BEGIN Available records
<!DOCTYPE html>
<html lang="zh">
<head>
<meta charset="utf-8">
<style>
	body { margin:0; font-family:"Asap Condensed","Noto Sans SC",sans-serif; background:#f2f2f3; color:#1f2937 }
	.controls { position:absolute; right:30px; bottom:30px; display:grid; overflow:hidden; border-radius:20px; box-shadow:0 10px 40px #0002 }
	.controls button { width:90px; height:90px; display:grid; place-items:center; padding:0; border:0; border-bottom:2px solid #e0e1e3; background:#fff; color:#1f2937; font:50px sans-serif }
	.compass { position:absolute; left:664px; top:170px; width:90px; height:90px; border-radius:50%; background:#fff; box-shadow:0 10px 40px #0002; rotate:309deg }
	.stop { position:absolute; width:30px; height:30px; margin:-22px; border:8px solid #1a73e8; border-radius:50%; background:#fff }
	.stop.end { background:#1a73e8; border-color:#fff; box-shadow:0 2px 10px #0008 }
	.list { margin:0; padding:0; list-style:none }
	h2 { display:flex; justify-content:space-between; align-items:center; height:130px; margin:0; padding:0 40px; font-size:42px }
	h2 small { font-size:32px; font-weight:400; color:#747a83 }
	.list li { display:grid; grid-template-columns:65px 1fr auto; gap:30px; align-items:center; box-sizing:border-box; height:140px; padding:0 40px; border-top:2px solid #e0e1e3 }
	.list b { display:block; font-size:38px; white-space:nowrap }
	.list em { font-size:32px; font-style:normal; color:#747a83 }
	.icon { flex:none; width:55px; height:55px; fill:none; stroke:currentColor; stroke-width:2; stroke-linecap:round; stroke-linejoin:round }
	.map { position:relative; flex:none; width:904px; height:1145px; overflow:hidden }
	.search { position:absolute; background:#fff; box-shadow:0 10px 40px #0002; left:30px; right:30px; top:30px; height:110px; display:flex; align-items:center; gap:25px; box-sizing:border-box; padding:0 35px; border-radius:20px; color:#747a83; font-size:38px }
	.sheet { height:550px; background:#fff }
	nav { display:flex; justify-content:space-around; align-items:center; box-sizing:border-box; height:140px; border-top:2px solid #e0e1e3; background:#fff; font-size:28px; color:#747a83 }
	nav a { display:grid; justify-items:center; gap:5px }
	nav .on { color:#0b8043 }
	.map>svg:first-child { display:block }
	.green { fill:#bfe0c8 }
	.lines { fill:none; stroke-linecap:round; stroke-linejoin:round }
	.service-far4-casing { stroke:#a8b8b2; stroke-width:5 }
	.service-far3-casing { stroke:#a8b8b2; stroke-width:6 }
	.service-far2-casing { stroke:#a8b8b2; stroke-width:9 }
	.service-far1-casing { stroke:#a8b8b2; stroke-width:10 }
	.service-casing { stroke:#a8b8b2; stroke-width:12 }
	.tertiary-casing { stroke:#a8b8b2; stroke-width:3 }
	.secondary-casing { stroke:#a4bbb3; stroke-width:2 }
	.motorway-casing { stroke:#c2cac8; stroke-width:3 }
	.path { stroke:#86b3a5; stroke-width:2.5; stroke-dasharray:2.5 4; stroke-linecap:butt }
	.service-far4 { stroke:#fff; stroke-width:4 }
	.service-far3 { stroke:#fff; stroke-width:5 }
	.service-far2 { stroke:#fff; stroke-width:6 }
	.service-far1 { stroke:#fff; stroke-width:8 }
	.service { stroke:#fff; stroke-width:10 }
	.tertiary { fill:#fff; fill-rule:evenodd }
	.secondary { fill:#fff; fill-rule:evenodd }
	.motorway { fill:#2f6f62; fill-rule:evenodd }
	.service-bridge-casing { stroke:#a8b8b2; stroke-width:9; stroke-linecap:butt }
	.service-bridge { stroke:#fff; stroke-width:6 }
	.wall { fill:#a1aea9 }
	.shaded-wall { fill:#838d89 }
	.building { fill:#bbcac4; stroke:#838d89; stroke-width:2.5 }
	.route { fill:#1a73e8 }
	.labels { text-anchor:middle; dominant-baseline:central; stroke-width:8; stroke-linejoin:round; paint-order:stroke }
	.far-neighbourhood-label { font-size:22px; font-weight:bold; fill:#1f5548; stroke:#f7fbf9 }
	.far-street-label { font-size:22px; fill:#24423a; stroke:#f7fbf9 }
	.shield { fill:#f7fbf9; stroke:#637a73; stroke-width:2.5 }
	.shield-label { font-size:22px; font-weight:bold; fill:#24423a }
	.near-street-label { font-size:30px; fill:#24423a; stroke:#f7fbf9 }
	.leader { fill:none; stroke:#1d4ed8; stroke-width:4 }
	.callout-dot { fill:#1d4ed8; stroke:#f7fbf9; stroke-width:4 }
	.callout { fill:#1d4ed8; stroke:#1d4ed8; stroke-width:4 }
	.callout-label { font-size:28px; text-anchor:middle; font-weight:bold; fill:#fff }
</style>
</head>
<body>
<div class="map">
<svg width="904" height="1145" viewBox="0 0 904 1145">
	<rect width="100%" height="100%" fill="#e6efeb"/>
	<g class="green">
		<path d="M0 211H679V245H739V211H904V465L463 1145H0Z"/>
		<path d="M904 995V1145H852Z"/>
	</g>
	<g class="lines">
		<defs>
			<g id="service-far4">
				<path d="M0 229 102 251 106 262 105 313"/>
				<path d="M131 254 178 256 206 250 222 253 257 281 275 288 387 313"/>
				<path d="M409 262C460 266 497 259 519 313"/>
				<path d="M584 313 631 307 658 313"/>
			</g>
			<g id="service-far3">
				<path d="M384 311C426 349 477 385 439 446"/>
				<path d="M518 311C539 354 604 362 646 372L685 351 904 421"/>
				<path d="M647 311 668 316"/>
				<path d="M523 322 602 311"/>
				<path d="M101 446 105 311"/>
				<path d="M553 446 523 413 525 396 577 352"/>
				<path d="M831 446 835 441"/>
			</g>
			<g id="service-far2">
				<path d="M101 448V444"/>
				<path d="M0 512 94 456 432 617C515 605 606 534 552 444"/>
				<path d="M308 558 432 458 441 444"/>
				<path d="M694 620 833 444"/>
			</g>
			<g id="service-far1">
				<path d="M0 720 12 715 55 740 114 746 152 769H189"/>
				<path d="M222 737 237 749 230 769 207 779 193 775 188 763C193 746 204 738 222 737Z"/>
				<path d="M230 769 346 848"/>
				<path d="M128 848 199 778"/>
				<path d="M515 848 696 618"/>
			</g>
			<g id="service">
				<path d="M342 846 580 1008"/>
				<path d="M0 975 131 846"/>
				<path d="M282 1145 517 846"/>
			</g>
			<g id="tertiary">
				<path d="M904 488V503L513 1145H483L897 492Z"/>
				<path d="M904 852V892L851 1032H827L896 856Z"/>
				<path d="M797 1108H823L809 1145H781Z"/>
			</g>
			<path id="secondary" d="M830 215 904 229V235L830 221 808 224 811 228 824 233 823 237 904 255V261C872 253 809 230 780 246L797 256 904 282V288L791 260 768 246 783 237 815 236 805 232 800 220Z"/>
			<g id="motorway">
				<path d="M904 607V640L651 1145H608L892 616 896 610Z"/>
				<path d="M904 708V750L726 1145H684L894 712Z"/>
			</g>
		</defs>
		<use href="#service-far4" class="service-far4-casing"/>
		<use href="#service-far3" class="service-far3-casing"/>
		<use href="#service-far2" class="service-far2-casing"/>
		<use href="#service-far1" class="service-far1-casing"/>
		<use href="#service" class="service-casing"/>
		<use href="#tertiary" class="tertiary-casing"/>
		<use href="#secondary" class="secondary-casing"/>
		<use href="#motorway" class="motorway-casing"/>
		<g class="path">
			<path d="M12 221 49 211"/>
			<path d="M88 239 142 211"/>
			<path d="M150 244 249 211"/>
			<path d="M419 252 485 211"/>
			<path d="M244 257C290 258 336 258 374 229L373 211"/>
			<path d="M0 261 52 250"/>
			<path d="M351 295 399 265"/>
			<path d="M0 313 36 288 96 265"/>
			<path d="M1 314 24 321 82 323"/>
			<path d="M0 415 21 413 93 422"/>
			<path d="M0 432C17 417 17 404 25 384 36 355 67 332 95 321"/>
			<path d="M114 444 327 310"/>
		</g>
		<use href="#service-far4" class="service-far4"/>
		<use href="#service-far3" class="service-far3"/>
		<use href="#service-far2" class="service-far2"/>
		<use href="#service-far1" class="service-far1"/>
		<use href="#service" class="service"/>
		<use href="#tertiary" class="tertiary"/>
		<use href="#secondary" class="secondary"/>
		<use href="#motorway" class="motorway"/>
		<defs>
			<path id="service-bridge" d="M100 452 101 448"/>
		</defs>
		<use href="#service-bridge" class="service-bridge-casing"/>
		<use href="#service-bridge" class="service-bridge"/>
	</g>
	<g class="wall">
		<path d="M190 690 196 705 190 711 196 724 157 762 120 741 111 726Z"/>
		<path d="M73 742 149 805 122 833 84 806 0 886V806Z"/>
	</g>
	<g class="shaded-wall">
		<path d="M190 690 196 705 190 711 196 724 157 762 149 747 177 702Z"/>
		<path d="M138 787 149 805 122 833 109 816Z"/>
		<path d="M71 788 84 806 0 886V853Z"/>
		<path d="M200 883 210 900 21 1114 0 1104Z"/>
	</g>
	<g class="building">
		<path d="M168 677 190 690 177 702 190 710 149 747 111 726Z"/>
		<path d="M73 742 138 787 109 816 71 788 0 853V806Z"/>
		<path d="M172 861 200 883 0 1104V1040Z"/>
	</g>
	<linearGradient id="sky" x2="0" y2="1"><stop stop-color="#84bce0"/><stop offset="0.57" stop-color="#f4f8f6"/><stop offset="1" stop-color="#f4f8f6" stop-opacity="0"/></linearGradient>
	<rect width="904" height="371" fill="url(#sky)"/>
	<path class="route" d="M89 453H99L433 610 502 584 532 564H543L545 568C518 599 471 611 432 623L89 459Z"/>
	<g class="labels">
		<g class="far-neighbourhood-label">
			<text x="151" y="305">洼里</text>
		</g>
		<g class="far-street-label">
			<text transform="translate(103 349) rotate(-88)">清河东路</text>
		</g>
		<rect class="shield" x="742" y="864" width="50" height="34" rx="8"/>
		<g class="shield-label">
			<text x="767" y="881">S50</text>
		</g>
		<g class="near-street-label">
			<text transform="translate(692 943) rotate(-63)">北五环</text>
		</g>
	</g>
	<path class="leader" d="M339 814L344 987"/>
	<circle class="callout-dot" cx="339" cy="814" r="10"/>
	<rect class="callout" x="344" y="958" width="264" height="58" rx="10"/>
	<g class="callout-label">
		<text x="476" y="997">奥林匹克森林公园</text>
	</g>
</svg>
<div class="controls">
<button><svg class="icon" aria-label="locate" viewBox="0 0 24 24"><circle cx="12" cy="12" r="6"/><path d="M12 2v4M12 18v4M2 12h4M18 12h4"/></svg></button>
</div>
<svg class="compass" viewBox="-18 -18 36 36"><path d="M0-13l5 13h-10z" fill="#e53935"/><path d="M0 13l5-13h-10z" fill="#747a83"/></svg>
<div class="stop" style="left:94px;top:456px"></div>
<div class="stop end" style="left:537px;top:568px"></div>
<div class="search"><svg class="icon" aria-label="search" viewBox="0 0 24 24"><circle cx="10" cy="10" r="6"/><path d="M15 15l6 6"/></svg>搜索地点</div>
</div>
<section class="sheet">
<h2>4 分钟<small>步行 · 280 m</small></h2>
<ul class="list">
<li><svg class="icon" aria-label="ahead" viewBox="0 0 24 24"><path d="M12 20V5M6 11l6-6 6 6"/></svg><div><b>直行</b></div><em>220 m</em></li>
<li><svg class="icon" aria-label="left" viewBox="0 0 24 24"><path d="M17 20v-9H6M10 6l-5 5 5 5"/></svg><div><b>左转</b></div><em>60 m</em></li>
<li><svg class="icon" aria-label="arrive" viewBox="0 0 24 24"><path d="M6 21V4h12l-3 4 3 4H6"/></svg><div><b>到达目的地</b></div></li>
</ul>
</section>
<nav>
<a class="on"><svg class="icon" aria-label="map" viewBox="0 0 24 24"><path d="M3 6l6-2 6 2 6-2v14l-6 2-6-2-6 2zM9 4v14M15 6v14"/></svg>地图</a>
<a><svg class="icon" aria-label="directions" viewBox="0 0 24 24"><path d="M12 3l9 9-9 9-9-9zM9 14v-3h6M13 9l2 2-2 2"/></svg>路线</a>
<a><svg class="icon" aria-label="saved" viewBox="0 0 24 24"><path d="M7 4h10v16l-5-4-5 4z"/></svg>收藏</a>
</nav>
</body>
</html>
END Available records
**Prompt:**
Among the lines above, find those with the word "leader". Copy them.

**Exercise solution:**
	.leader { fill:none; stroke:#1d4ed8; stroke-width:4 }
	<path class="leader" d="M339 814L344 987"/>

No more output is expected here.